Posted: Fri Dec 07, 2007 7:54 am
by Mister Bushice
Mikey wrote:We're supposed to get a couple of inches tonight (hasn't started yet) and tomorrow. Plus winds up to 35 MPH. According to the local weather hacks we'd best be battening down the hatches 'cause half the county is likely to wash away. And the half that doesn't will prolly drown.
All of so cal will be washed away. oh noes.
and I'd
barren them hatches, man.
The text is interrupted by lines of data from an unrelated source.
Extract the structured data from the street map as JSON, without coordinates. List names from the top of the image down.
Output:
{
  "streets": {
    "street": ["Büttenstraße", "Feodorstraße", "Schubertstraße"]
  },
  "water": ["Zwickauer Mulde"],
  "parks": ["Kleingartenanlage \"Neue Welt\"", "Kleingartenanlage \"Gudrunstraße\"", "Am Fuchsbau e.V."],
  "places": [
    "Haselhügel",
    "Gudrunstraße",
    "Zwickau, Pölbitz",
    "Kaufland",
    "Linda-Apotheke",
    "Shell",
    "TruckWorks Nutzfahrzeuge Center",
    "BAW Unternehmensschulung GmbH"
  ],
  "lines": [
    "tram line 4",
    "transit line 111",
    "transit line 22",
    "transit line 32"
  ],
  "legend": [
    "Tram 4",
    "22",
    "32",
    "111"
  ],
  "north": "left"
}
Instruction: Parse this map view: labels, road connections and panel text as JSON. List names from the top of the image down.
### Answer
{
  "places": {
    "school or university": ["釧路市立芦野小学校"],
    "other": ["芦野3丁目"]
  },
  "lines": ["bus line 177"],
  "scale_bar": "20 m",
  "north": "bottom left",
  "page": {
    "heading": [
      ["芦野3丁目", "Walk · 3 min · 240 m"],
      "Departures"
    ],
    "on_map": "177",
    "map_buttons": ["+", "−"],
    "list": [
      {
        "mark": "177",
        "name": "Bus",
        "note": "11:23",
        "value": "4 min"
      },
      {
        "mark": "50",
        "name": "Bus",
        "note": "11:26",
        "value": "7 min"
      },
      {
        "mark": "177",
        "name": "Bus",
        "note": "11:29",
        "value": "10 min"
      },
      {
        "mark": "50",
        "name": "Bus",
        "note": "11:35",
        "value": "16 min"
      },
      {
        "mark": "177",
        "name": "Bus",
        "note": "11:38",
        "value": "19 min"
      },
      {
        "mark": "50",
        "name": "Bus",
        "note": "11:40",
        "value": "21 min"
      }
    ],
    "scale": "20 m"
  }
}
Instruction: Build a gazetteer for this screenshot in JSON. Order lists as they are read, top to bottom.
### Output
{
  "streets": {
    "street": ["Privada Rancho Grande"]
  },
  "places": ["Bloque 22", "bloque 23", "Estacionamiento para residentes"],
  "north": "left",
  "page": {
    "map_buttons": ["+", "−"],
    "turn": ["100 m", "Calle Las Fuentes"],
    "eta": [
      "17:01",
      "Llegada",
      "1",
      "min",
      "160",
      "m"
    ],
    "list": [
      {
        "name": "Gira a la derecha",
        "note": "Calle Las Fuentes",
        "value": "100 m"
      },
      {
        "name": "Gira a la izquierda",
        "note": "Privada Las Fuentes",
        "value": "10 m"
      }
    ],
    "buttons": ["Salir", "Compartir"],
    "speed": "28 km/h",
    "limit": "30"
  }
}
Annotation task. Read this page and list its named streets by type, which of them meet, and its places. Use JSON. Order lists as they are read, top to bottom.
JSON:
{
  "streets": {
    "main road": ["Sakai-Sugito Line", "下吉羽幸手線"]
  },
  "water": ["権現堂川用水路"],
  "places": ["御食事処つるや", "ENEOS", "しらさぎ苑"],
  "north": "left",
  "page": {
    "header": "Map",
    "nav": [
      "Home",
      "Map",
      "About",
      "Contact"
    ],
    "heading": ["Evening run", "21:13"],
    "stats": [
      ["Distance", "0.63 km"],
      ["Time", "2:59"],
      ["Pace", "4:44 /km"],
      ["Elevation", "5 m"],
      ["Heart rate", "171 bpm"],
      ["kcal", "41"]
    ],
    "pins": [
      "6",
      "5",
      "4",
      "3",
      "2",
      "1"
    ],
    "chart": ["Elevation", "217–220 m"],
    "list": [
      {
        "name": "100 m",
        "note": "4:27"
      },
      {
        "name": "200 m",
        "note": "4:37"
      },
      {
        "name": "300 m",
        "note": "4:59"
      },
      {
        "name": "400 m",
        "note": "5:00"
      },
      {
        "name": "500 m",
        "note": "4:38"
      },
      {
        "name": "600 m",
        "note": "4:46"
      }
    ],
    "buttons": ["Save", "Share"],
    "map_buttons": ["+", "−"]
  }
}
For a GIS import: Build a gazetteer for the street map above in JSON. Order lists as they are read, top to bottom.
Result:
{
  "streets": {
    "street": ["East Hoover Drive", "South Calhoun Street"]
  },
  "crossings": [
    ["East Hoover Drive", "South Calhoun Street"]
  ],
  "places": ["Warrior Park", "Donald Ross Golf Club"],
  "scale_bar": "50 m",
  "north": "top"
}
This is gonna be a bad 'un.
Posted: Fri Dec 07, 2007 1:30 pm
by smackaholic
Mikey wrote:We're supposed to get a couple of inches tonight ....
there's some homosmack in there somewhere.
Posted: Fri Dec 07, 2007 3:18 pm
by Mikey
smackaholic wrote:Mikey wrote:We're supposed to get a couple of inches tonight ....
there's some homosmack in there somewhere.
You talking length or girth?
Posted: Fri Dec 07, 2007 5:04 pm
by Dinsdale
Quick check of the stats shows it's rained about 15 inches or so in the last 3 weeks at my nearest NWS station (most of it in about 4 of those days).
That's coming up on half of the annual average.
Exceeded an average December in the first three days of the month. And this place is known for being pretty soggy in the winter months.
And the high water has churned at least one old corpse up off the bottom of the river.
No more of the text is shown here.